INTPYTHON-348 aggregate via raw_mql

aclark4life · aclark4life · commit dc5238a2218f · 2024-10-23T21:35:02.000-04:00
diff --git a/django_mongodb/manager.py b/django_mongodb/manager.py
@@ -0,0 +1,6 @@
+from django.db.models.manager import BaseManager
+from .query import MongoQuerySet
+
+
+class MongoManager(BaseManager.from_queryset(MongoQuerySet)):
+    pass
diff --git a/django_mongodb/query.py b/django_mongodb/query.py
@@ -1,14 +1,18 @@
 from functools import reduce, wraps
 from operator import add as add_operator
+from collections.abc import Mapping
 
 from django.core.exceptions import EmptyResultSet, FullResultSet
-from django.db import DatabaseError, IntegrityError, NotSupportedError
+from django.db import DatabaseError, IntegrityError, NotSupportedError, connections
+from django.db.models import QuerySet
 from django.db.models.expressions import Case, Col, When
 from django.db.models.functions import Mod
 from django.db.models.lookups import Exact
-from django.db.models.sql.constants import INNER
+from django.db.models.query import BaseIterable
+from django.db.models.sql.constants import INNER, GET_ITERATOR_CHUNK_SIZE
 from django.db.models.sql.datastructures import Join
 from django.db.models.sql.where import AND, OR, XOR, ExtraWhere, NothingNode, WhereNode
+from django.utils.functional import cached_property
 from pymongo.errors import BulkWriteError, DuplicateKeyError, PyMongoError
 
 
@@ -307,3 +311,283 @@ def register_nodes():
     Join.as_mql = join
     NothingNode.as_mql = NothingNode.as_sql
     WhereNode.as_mql = where_node
+
+
+class MongoQuerySet(QuerySet):
+    def raw_mql(self, raw_query, params=(), translations=None, using=None):
+        if using is None:
+            using = self.db
+        qs = RawQuerySet(
+            raw_query,
+            model=self.model,
+            params=params,
+            translations=translations,
+            using=using,
+        )
+        return qs
+
+
+class RawQuerySet:
+    """
+    Provide an iterator which converts the results of raw SQL queries into
+    annotated model instances.
+    """
+
+    def __init__(
+        self,
+        raw_query,
+        model=None,
+        query=None,
+        params=(),
+        translations=None,
+        using=None,
+        hints=None,
+    ):
+        self.raw_query = raw_query
+        self.model = model
+        self._db = using
+        self._hints = hints or {}
+        self.query = query or RawQuery(sql=raw_query, using=self.db, params=params)

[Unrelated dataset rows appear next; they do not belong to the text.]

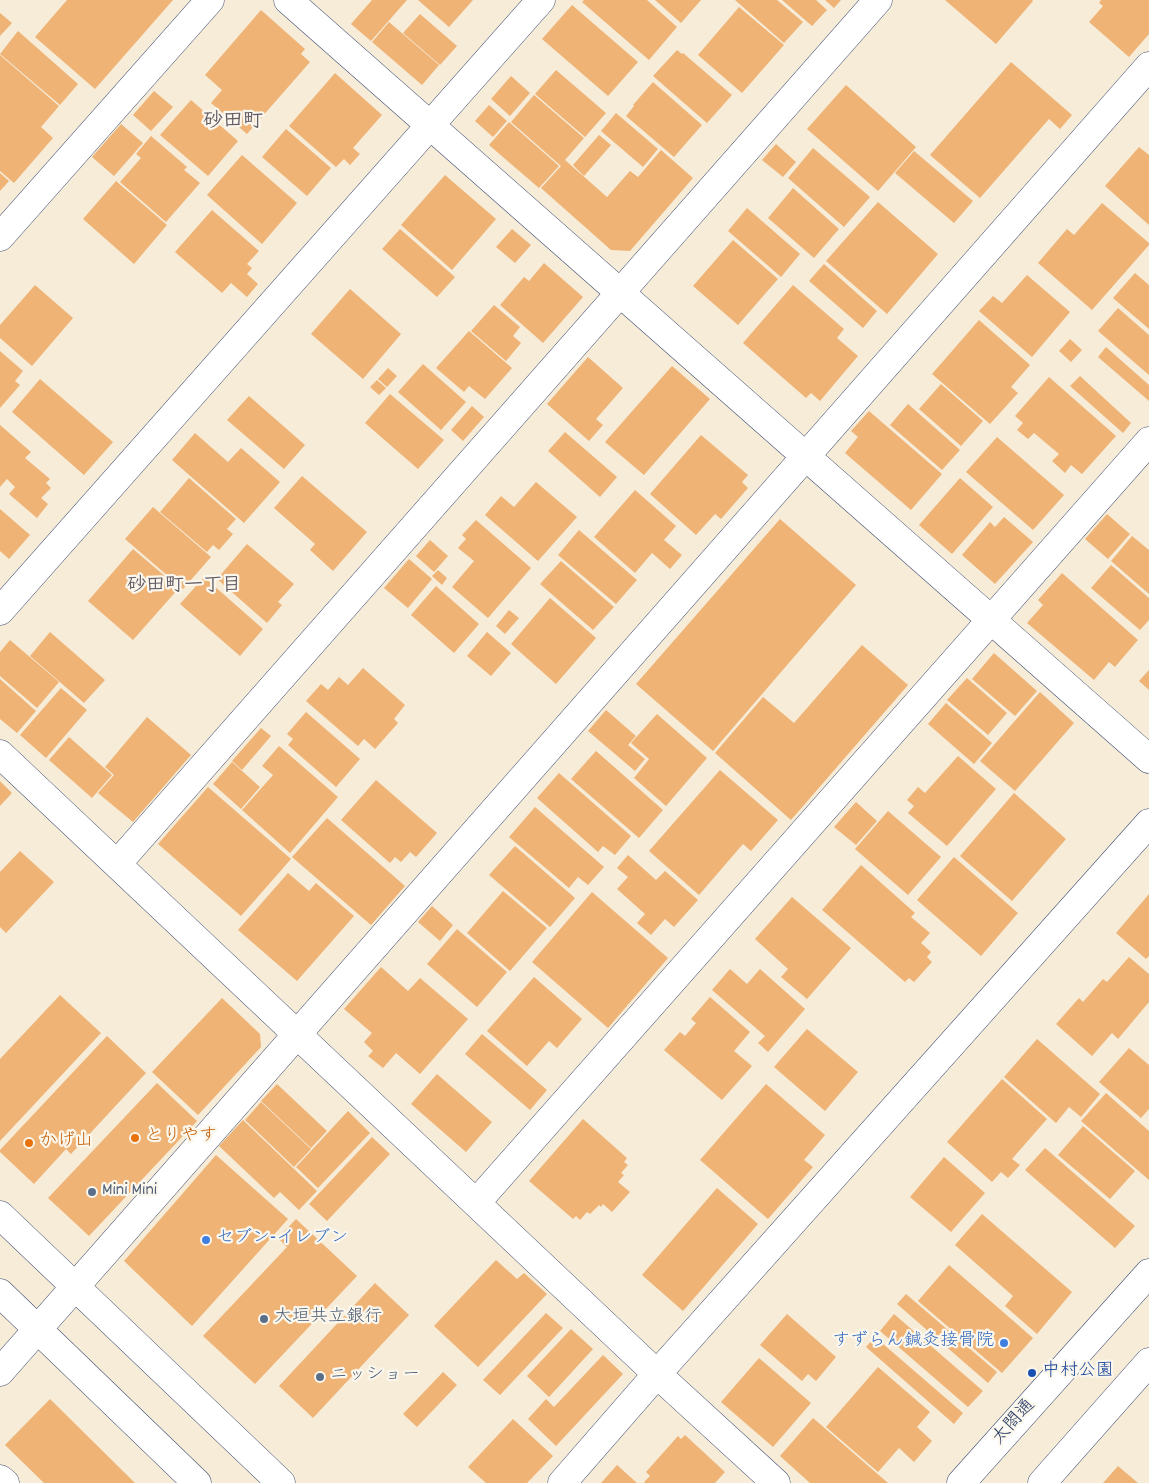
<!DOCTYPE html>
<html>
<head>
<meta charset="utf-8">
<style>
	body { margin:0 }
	canvas { display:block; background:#f6ecd7 }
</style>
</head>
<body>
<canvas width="1149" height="1483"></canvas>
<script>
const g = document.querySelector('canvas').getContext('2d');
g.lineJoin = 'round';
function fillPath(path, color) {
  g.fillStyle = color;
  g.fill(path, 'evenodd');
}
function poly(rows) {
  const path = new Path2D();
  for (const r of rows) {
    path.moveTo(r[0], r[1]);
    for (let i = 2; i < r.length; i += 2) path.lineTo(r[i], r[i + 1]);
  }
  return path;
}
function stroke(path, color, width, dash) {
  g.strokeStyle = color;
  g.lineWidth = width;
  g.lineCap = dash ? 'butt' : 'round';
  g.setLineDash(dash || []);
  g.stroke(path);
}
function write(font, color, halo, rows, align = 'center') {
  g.font = font + ' Dekko,"Klee One",sans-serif';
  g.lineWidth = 4.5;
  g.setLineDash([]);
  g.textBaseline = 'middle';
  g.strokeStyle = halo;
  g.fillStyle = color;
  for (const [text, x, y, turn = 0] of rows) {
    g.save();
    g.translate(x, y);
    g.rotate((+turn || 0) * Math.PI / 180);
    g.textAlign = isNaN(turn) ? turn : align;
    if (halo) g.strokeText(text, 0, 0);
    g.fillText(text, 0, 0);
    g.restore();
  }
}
const building = poly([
	[67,0,173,0,95,89,35,37],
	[372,0,407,0,371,41,351,24],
	[418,0,473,0,449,27],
	[584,0,647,0,677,27,649,60,582,2],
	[655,0,701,0,681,23],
	[735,0,777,0,803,22,784,43],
	[782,0,816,0,827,10,812,26],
	[825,0,841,0,834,8],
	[945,0,1032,0,1033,1,996,44],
	[1101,0,1149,0,1149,34,1129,57,1089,22,1103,6,1099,3],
	[572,5,638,62,608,96,542,39],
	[739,7,784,45,742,93,698,55],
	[261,10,305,49,301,54,310,62,247,134,211,103,222,90,205,75],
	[0,13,12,23,0,36],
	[420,14,457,46,440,65,403,33],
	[389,22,439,65,422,85,372,42],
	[18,31,78,84,60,105,0,54],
	[677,50,682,54,683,53,732,95,707,123,653,76],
	[0,55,59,106,41,127,53,138,14,183,0,171],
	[1011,62,1072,115,1060,129,1049,119,980,198,930,155],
	[556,70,606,113,585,137,535,94],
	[335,73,382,115,353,148,360,154,350,165,344,159,336,167,289,126],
	[511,76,530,93,510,116,491,99],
	[653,82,702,125,674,157,626,116,634,106,633,105],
	[846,85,916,147,878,191,807,129],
	[154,91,173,107,151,131,133,115],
	[534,95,584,138,565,160,607,197,630,171,638,177,661,150,693,178,630,251,611,250,541,188,561,166,511,122],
	[191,100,238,141,208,176,160,135],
	[489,105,507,121,493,137,475,121],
	[616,113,658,149,643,167,601,131],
	[509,122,559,166,539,188,489,145],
	[121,124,143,143,114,176,92,157],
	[286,129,331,168,307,196,262,157],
	[599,135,611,145,584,176,573,165],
	[151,136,187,167,184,170,200,183,166,222,120,182,141,158,136,154],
	[776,144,796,162,783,177,762,160],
	[1139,147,1149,155,1149,225,1105,186],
	[813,148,870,197,844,227,788,178],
	[914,151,973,201,954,223,895,173],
	[242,155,297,203,262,244,207,195],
	[0,173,9,181,0,191],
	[445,175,496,219,452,270,401,225],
	[116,181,167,225,134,264,83,219],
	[793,188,839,229,814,258,768,218],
	[878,202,938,254,887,314,826,261],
	[1102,203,1149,243,1149,245,1092,310,1038,263,1067,229,1074,235],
	[747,208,800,254,781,277,728,231],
	[212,210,259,251,247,264,252,268,247,274,258,284,247,297,231,283,222,293,175,252],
	[400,229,455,277,437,297,382,249],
	[512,229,531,245,515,263,496,247],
	[733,240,778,279,738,325,693,286],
	[544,263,583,297,543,343,500,305,524,277,529,281],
	[824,264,877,311,863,328,809,281],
	[1135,273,1149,285,1149,329,1113,298],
	[1027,275,1070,312,1032,357,979,311,993,296,1002,303],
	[35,285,73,318,32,366,0,338,0,325],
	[793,285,844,329,837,338,858,356,820,401,811,393,806,398,743,343],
	[350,289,401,334,363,379,311,334],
	[494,305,520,327,513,336,521,343,506,361,471,331],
	[1118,308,1149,335,1149,375,1098,331],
	[979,320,1030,365,1011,387,1018,393,990,424,932,374],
	[469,331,512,368,485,399,469,386,464,392,436,368],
	[1070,339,1082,350,1071,362,1059,351],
	[1106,347,1149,385,1149,401,1098,357],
	[0,351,23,371,15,381,20,385,0,408],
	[588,357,623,388,596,419,603,425,589,441,547,404],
	[423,364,466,402,441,430,398,392],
	[672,366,710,399,644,475,605,442],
	[388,368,397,376,387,387,378,379],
	[1080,376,1131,423,1123,433,1070,386],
	[1049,377,1116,436,1082,474,1071,465,1065,473,1052,461,1059,454,1034,433,1028,439,1017,430,1023,423,1015,416],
	[40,379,113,442,84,475,12,412],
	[377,380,386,388,379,395,370,387],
	[941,384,983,421,961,446,919,409],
	[390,394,444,440,418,469,365,423],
	[249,396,305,445,284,469,227,420],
	[908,404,960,450,942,470,890,425],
	[472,406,484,417,463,441,451,430],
	[869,411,942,474,911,510,845,453,858,437,851,431],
	[0,425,31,452,25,458,50,479,46,483,51,488,41,498,48,504,37,518,9,494,15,487,7,479,0,487],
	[565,432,617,477,600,497,548,451],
	[195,433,228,462,241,448,280,482,244,523,172,460],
	[701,435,748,475,742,482,748,488,721,519,715,514,696,535,650,494],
	[997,437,1064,495,1033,530,966,472],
	[302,476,367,532,333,571,310,550,315,544,274,508],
	[189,478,236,519,227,529,233,534,219,550,213,545,207,552,160,512],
	[960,478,993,507,952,554,919,525],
	[536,482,577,517,538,561,485,515,501,496,514,507],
	[635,490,676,526,664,540,682,555,670,569,652,553,635,573,594,537],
	[153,507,211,557,183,589,125,539],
	[0,509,30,535,9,559,0,551],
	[1107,514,1130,534,1108,559,1085,539],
	[1004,517,1033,542,995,584,962,555,990,522,995,527],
	[780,519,856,585,713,751,636,684],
	[476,520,531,568,488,618,452,587,474,561,458,548,466,539,462,535],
	[579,530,637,580,616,604,558,555],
	[1132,536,1149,550,1149,594,1111,561],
	[430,540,448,556,434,572,416,556],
	[247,544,294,584,278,602,282,605,267,623,217,579],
	[133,549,179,588,133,640,88,601],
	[409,559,432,579,408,608,384,588],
	[561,561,614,607,593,630,540,584],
	[1111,565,1149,598,1149,620,1140,630,1091,588],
	[438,570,447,578,442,585,432,576],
	[1062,573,1138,640,1115,667,1109,662,1094,680,1027,623,1043,605,1038,600],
	[204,577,263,629,240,656,180,604],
	[436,586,479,624,454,653,411,615],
	[550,598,596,638,556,684,511,644],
	[509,610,519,618,505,634,496,626],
	[50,632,105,680,84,703,30,656],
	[487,632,511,653,491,676,467,656],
	[10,640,59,682,37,708,0,676,0,652],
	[862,645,908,685,791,820,715,753,763,697,794,723],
	[994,653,1037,691,1015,716,972,679],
	[363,668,405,705,394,719,398,723,375,749,364,739,358,746,306,701,321,684,328,690,339,677,348,685],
	[1149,670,1149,690,1139,681],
	[967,678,1007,713,988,735,947,700],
	[0,679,36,711,17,733,0,719],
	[61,688,87,710,46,758,20,735],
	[1040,692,1074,723,1015,791,980,761],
	[946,703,992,743,974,764,928,724],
	[606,710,636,736,628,745,645,759,635,771,588,731],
	[306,712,360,759,336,787,288,745,293,739,287,734],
	[657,714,707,758,666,806,634,778,649,759,631,743],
	[147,717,191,755,133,822,98,793,114,775,105,767],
	[261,728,271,736,242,770,232,761],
	[69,737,112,775,92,798,49,760],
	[279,746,338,797,290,853,242,810,273,775,262,766],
	[596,751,663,810,639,838,571,779],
	[958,756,996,789,947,846,908,813,914,806,907,800,918,787,925,793],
	[232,762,260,787,241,809,213,784],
	[720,770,778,820,751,851,743,844,699,895,649,851],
	[559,773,631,836,615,855,603,846,598,852,537,798],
	[376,780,437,833,416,857,410,852,401,862,395,857,390,863,341,820],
	[0,781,12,793,0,806],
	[208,787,291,859,241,916,158,844],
	[1014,793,1066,839,1012,901,960,856],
	[856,802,877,821,856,845,834,827],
	[535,807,604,867,588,885,578,877,569,888,509,837],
	[888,811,941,857,908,895,855,849],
	[327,818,405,886,371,925,292,857],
	[515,846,575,898,550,927,489,875],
	[20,851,54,882,6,933,0,927,0,872],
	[628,855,656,880,665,871,698,900,674,927,665,919,651,935,637,923,645,914,617,889,628,877,617,868],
	[954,857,1018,913,981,956,917,900],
	[861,865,915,913,911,917,930,933,921,943,931,952,927,957,932,962,914,982,909,978,905,982,822,910],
	[288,873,309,891,316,883,354,916,297,981,238,930],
	[503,891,547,928,510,971,467,933],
	[592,892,668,958,608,1028,532,962],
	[1149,894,1149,956,1146,959,1116,933],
	[792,897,851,948,807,999,781,977,788,969,755,939],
	[432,906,453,925,440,941,418,922],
	[457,929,507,972,477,1007,427,964],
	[1129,957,1149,974,1149,1002,1118,1039,1112,1033,1092,1056,1056,1024,1079,998,1083,1002,1103,979,1107,982],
	[381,967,408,991,420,978,468,1019,420,1074,396,1053,383,1068,368,1056,373,1051,364,1042,372,1033,344,1009],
	[730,969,747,984,760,969,805,1009,768,1052,758,1043,765,1036,712,990],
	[534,977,582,1019,557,1048,549,1041,527,1066,487,1031],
	[60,995,101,1033,0,1141,0,1059],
	[710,997,750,1032,734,1051,752,1066,722,1100,664,1050,680,1032,685,1036,696,1023,691,1019],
	[222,998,260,1034,261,1047,198,1115,152,1072],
	[807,1029,858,1072,825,1111,774,1067],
	[482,1034,547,1090,530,1110,465,1054],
	[107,1036,146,1073,71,1154,66,1149,34,1184,0,1152,0,1150],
	[1037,1039,1100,1094,1081,1117,1069,1107,1056,1123,1004,1077],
	[1129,1048,1149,1065,1149,1109,1141,1118,1099,1082],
	[437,1074,492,1122,466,1152,411,1104],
	[1002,1079,1047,1119,1012,1159,1020,1165,1008,1178,1001,1172,992,1182,947,1142],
	[157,1083,197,1121,89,1236,48,1198],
	[277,1084,327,1131,311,1148,261,1101],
	[766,1084,825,1135,804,1160,813,1167,768,1219,700,1160],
	[1106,1093,1149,1131,1149,1180,1081,1121],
	[261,1102,311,1149,294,1167,245,1120],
	[348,1111,370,1133,318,1188,296,1167],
	[583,1119,627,1158,624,1162,628,1165,621,1173,624,1175,618,1182,630,1192,612,1212,603,1204,601,1207,599,1205,590,1214,587,1212,580,1220,576,1216,573,1219,529,1181],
	[243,1120,317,1191,299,1210,280,1192,274,1198,219,1146],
	[1083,1126,1135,1171,1110,1199,1058,1155],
	[372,1137,390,1154,327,1221,309,1204],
	[1045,1148,1135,1226,1115,1248,1025,1170],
	[216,1155,288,1219,192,1326,124,1261],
	[944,1157,985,1193,951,1232,910,1197],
	[717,1188,758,1224,683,1311,642,1275],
	[982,1214,1072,1292,1037,1334,1005,1306,1013,1296,955,1245],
	[296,1219,357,1276,255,1384,203,1336,287,1247,278,1238],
	[496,1260,517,1279,524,1273,547,1294,478,1367,434,1326],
	[949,1265,1033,1338,1002,1373,918,1301],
	[375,1283,409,1315,313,1418,279,1386],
	[906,1294,997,1372,988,1383,897,1304],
	[546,1313,563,1328,500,1395,483,1380],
	[787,1314,836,1357,816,1381,808,1374,802,1381,760,1345],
	[894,1314,983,1391,968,1407,880,1331],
	[571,1329,593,1349,549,1397,527,1376],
	[875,1337,963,1413,954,1424,866,1347],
	[603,1355,623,1374,556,1446,528,1419,546,1399,554,1407],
	[759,1358,811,1403,773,1447,721,1402],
	[878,1367,930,1412,917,1427,932,1441,914,1462,899,1448,878,1472,826,1427],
	[443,1372,457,1385,417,1427,403,1414],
	[50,1399,135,1483,44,1483,5,1445],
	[813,1418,888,1483,810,1483,780,1456],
	[513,1419,553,1456,527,1483,486,1483,468,1467],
	[685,1435,725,1472,715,1483,645,1483,644,1482,650,1476,646,1472,678,1436,681,1439],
	[617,1465,637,1483,601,1483],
	[1118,1466,1138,1483,1103,1483]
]);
const minor = poly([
	[288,0,1149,759],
	[0,237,210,0],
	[0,611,541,0],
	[0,754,657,1374,776,1483],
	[117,864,878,0],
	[476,1203,1149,441],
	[0,1215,281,1483],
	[0,1293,197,1483],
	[0,1372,1149,66],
	[0,1479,5,1483],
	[562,1483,657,1374,1149,823]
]);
const major = poly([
	[961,1483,1149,1273],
	[1042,1483,1149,1362]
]);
const markers = [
	[135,1138,5,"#e8710a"],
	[29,1143,5,"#e8710a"],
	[92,1192,5,"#5c6f8a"],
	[206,1240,5,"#3f7fe0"],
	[264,1319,5,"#5c6f8a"],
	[1004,1343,5,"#3f7fe0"],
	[1032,1373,5,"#1a4fb4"],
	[320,1377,5,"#5c6f8a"]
];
const foodNames = [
	["とりやす",145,1138],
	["かげ山",39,1143]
];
const serviceNames = [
	["Mini Mini",102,1192],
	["大垣共立銀行",274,1319],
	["ニッショー",330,1377]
];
const shopNames = [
	["セブン-イレブン",216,1240],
	["すずらん鍼灸接骨院",994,1343,"right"]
];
const transitNames = [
	["中村公園",1042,1373]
];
const streetNames = [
	["太閤通",1015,1423,-48]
];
const neighbourhoodNames = [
	["砂田町一丁目",184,587]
];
const quarterNames = [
	["砂田町",233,123]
];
fillPath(building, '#efb376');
stroke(minor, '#3c4b70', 29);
stroke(major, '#3c4b70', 29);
stroke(minor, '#fff', 28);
stroke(major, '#fff', 28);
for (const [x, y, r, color] of markers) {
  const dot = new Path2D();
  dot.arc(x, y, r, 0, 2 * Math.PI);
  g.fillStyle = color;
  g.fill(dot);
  stroke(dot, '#fbf7ec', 2);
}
write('18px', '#c56008', '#fbf7ec', foodNames, 'left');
write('18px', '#4e5e75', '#fbf7ec', serviceNames, 'left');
write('18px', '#366cbe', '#fbf7ec', shopNames, 'left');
write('18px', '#164399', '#fbf7ec', transitNames, 'left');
write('18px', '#1b2f5e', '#fbf7ec', streetNames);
write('bold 19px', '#655d66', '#fbf7ec', neighbourhoodNames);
write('bold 20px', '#655d66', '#fbf7ec', quarterNames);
</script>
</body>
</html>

+        self.params = params
+        self.translations = translations or {}
+        self._result_cache = None
+        self._prefetch_related_lookups = ()
+        self._prefetch_done = False
+
+    def resolve_model_init_order(self):
+        """Resolve the init field names and value positions."""
+        converter = connections[self.db].introspection.identifier_converter
+        model_init_fields = [
+            f for f in self.model._meta.fields if converter(f.column) in self.columns
+        ]
+        annotation_fields = [
+            (column, pos)
+            for pos, column in enumerate(self.columns)
+            if column not in self.model_fields
+        ]
+        model_init_order = [self.columns.index(converter(f.column)) for f in model_init_fields]
+        model_init_names = [f.attname for f in model_init_fields]
+        return model_init_names, model_init_order, annotation_fields
+
+    def prefetch_related(self, *lookups):
+        """Same as QuerySet.prefetch_related()"""
+        clone = self._clone()
+        if lookups == (None,):
+            clone._prefetch_related_lookups = ()
+        else:
+            clone._prefetch_related_lookups = clone._prefetch_related_lookups + lookups
+        return clone
+
+    def _prefetch_related_objects(self):
+        prefetch_related_objects(self._result_cache, *self._prefetch_related_lookups)
+        self._prefetch_done = True
+
+    def _clone(self):
+        """Same as QuerySet._clone()"""
+        c = self.__class__(
+            self.raw_query,
+            model=self.model,
+            query=self.query,
+            params=self.params,
+            translations=self.translations,
+            using=self._db,
+            hints=self._hints,
+        )
+        c._prefetch_related_lookups = self._prefetch_related_lookups[:]
+        return c
+
+    def _fetch_all(self):
+        if self._result_cache is None:
+            self._result_cache = list(self.iterator())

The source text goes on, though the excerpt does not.